■ RECORD SET:
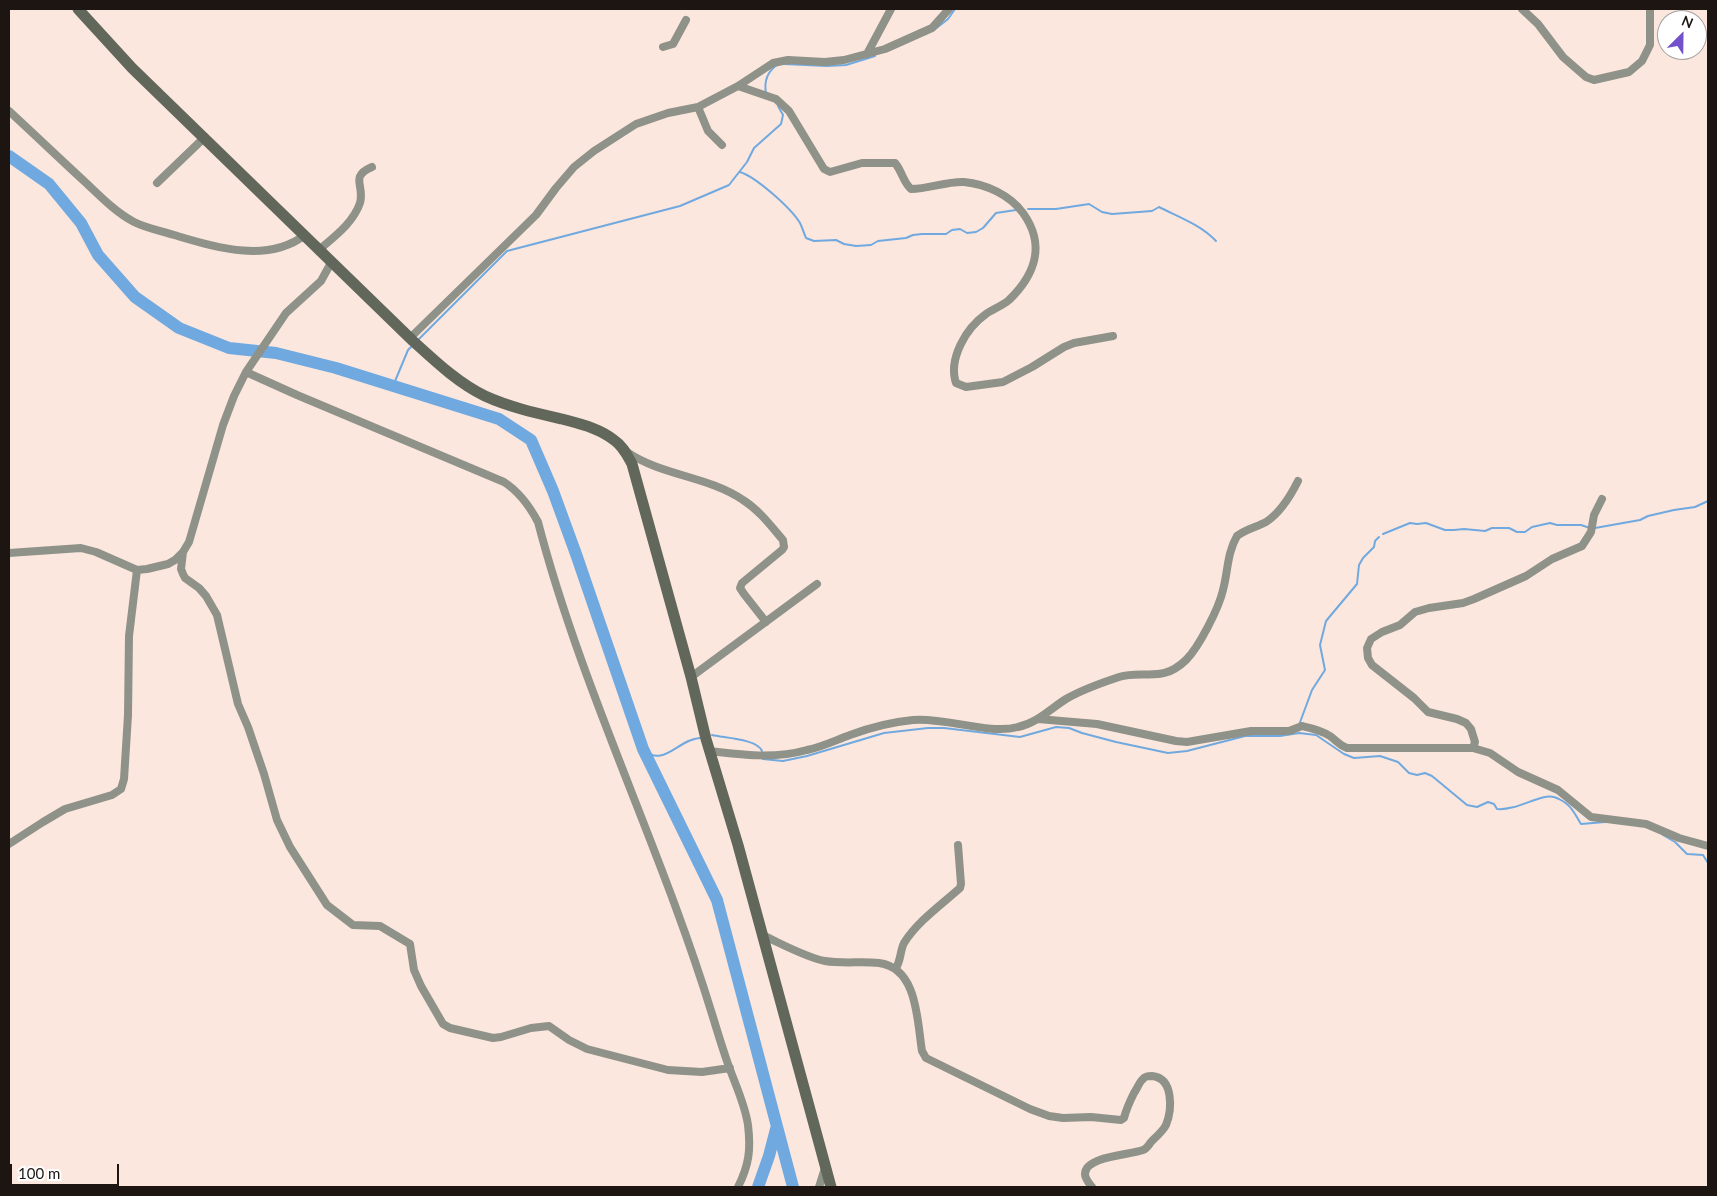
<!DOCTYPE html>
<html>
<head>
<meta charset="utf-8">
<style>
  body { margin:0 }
  #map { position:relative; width:1717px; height:1196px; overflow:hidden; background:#fce7de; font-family:Lato,sans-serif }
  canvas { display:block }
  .frame { position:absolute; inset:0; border:10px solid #1d1511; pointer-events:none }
  .north { position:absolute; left:1657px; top:10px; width:50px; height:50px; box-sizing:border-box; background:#fff; border:1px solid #a5a1a0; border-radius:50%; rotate:23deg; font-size:14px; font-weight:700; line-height:20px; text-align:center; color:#1d1511 }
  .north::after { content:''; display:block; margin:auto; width:18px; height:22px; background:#7251ca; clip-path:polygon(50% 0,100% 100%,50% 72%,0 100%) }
  .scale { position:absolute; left:10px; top:1164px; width:109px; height:22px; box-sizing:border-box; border:2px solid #1d1511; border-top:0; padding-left:6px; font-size:15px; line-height:18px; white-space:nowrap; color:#1d1511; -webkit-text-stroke:4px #fff; paint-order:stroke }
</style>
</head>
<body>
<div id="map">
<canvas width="1717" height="1196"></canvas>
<div class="frame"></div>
<div class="north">N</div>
<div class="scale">100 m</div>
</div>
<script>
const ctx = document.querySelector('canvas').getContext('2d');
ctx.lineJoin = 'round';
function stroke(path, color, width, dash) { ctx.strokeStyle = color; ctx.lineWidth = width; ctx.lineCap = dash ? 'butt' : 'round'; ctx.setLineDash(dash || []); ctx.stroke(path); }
stroke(new Path2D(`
  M 934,30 L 948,19 L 955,9
  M 784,64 L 827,66 L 846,65 L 875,56
  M 766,93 C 764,82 767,72 777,65
  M 740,172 C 756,177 791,208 800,223 C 802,227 804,233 806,238 L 814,241 L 836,240 L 844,244 L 856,246 L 871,245 L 878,241 L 906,238 L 913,235 L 922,234 L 946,234 L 952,230 L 960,229 L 967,233 L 976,232 L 983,228 L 996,213 L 1016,210
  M 1028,209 L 1056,209 L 1089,204 L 1102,212 L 1112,214 L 1152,211 L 1159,207 C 1179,217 1201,225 1216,241
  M 418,340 L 507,251 L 680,206 L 729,185 L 747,162 L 754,148 L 781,124 L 783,115 L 778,106
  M 393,386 L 408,350 L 411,347
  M 1595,528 L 1640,520 L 1648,516 L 1674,510 L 1695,507 L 1708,501
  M 1383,534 L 1410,523 L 1417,524 L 1426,523 L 1445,530 L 1454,530 L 1464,529 L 1485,531 L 1492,528 L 1509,528 L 1517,532 L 1525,532 L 1532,527 L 1550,523 L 1557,525 L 1581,525 L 1590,528
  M 1299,725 L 1312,690 L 1325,670 L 1320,645 L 1326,621 L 1357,584 L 1359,565 L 1363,558 L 1374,547 L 1375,541 L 1379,537
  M 712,735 C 725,738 757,739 762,751
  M 643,749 C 663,769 678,739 700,738
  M 763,759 L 783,761 L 807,756 L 884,733 L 928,728 L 944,728 L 1020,737 L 1056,727 L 1069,728 L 1082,733 L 1116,742 L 1168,753 L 1187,751 L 1245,736 L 1280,736 L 1299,733 L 1316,735 L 1344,754 L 1354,758 L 1380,756 L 1398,762 L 1409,773 L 1417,775 L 1425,773 L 1432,776 L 1467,805 L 1477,807 L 1488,802 L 1494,804 L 1497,809 C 1517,811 1541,793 1554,797 C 1558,798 1565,802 1568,805 C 1573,809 1577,818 1581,824 L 1605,822
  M 1663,835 L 1675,842 L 1687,854 L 1703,855 L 1708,863`), '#70a9df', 2);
stroke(new Path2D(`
  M 9,156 L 49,184 L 81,223 L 98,255 L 135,297 L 179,328 L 229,348 L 276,353 L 336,368 L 499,419 L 531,440 L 553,491 L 576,554 L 643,749 L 717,900 L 793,1187
  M 758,1187 L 769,1156 L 776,1129`), '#70a9df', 12);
stroke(new Path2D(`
  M 1522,9 L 1538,24 L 1563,57 L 1586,77 L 1594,80 L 1629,72 L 1642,61 L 1650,45 L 1650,9
  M 663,47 L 673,44 L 686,20
  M 867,54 L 891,9
  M 738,86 L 776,99 L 789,111 L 824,169 L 830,172 L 862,163 L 895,163 C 902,171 903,182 911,189 C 929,189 947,181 964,182 C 986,184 1010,195 1023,213 C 1046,245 1035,275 1009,300 C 1002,306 993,309 986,314 C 966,328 948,359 956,383 L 966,387 L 1003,382 L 1032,367 L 1064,347 L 1074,343 L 1113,336
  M 698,107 L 708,131 L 722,145
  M 9,111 C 34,134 59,158 84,181 C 99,195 115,212 134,222 C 146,228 161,231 174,235 C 215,247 267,264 305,235
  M 157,183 L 205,137
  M 320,249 C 335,236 353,223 360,203 C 365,185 349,177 372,167
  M 410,338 L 536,215 L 556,188 L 574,167 L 594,151 L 636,124 L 668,113 L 698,107 L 738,86 L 773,63 L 788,60 L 825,62 L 844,60 L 885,49 L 932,28 L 949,9
  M 246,372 L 297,395 L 504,482 C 518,491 530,507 538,522 C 582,691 661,847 712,1014 C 717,1030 722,1047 728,1064 C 735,1084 745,1104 748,1125 C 751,1150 749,1165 738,1187
  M 627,452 C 662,476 708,476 743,500 C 759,510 771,526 783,540 L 784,547 L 782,550 L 742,583 L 740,588 L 744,594 L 766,622
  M 183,552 L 181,569 L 183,574 L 185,578 L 199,588 L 206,596 L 217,615 L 238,704 L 248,727 L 264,774 L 277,820 L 290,847 L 327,905 L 353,925 L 380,926 L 410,944 L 414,970 L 421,986 L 443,1024 L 450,1028 L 493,1038 L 501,1037 L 531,1028 L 549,1026 L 569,1040 L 587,1049 L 668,1070 L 702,1072 L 730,1068
  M 9,553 L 81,548 L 96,552 L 137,570 L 147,569 L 168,564 L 175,560 L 183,552 L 189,542 L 223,425 L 234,396 L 246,372 L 286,313 L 321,281 L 332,261
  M 691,677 L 817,584
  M 1038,719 L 1097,724 L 1176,741 L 1187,742 L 1251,731 L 1289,731 L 1302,726 C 1311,728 1321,730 1330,736 C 1337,741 1339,745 1347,748 L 1473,748 L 1490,753 L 1518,772 L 1558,790 L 1591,817 L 1646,824 L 1679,838 L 1708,846
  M 1473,748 L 1475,742 L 1471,729 L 1466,723 L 1457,719 L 1428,712 L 1414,698 L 1372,665 L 1368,658 L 1367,648 L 1371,639 L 1382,632 L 1400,625 L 1415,612 L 1429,608 L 1463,603 L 1474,599 L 1526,576 L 1552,559 L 1582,546 L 1591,532 L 1594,515 L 1602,499
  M 710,751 C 742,755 775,759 807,750 C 822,747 836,740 850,735 C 869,728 892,722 913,720 C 946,717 988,735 1018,727 C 1037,723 1050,709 1066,699 C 1083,689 1101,683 1119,677 C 1145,669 1161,684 1186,660 C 1199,647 1219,608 1223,590 C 1228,572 1227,553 1237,536 C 1246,529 1257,527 1266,522 C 1280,513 1291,495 1298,481
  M 9,844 L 43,822 L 65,809 L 112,795 L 121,789 L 124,779 L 128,715 L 129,636 L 137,570
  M 762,935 C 780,943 807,958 825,961 C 843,964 861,961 879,963 C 918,968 917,1021 922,1051 L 926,1058 L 1030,1109 L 1049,1116 L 1063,1118 L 1091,1117 L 1121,1120 L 1124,1118 C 1126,1110 1130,1101 1134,1093 C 1137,1089 1139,1083 1142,1080 C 1145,1076 1148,1076 1152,1076 C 1174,1078 1172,1110 1166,1125 C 1163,1131 1156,1137 1151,1142 C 1149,1145 1146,1149 1143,1150 C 1130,1155 1085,1156 1085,1174 C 1085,1179 1089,1183 1092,1187
  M 896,968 C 901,960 900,951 904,943 C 918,921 941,905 960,888 L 961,884 L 958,845
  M 819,1187 L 825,1168`), '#8e9289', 8);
stroke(new Path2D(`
  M 78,9 L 132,68 L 413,341 C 435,361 458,383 485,396 C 509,407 536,413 562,419 C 580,424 599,428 614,440 C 623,446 627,455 632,464 L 691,677 L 706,739 L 738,845 L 831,1187`), '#61685b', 11);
</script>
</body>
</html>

■ YOUR OBJECTIVE: State how many lines in the records above contain the word "canvas". Write the number alone.

■ OUTPUT BELOW: 3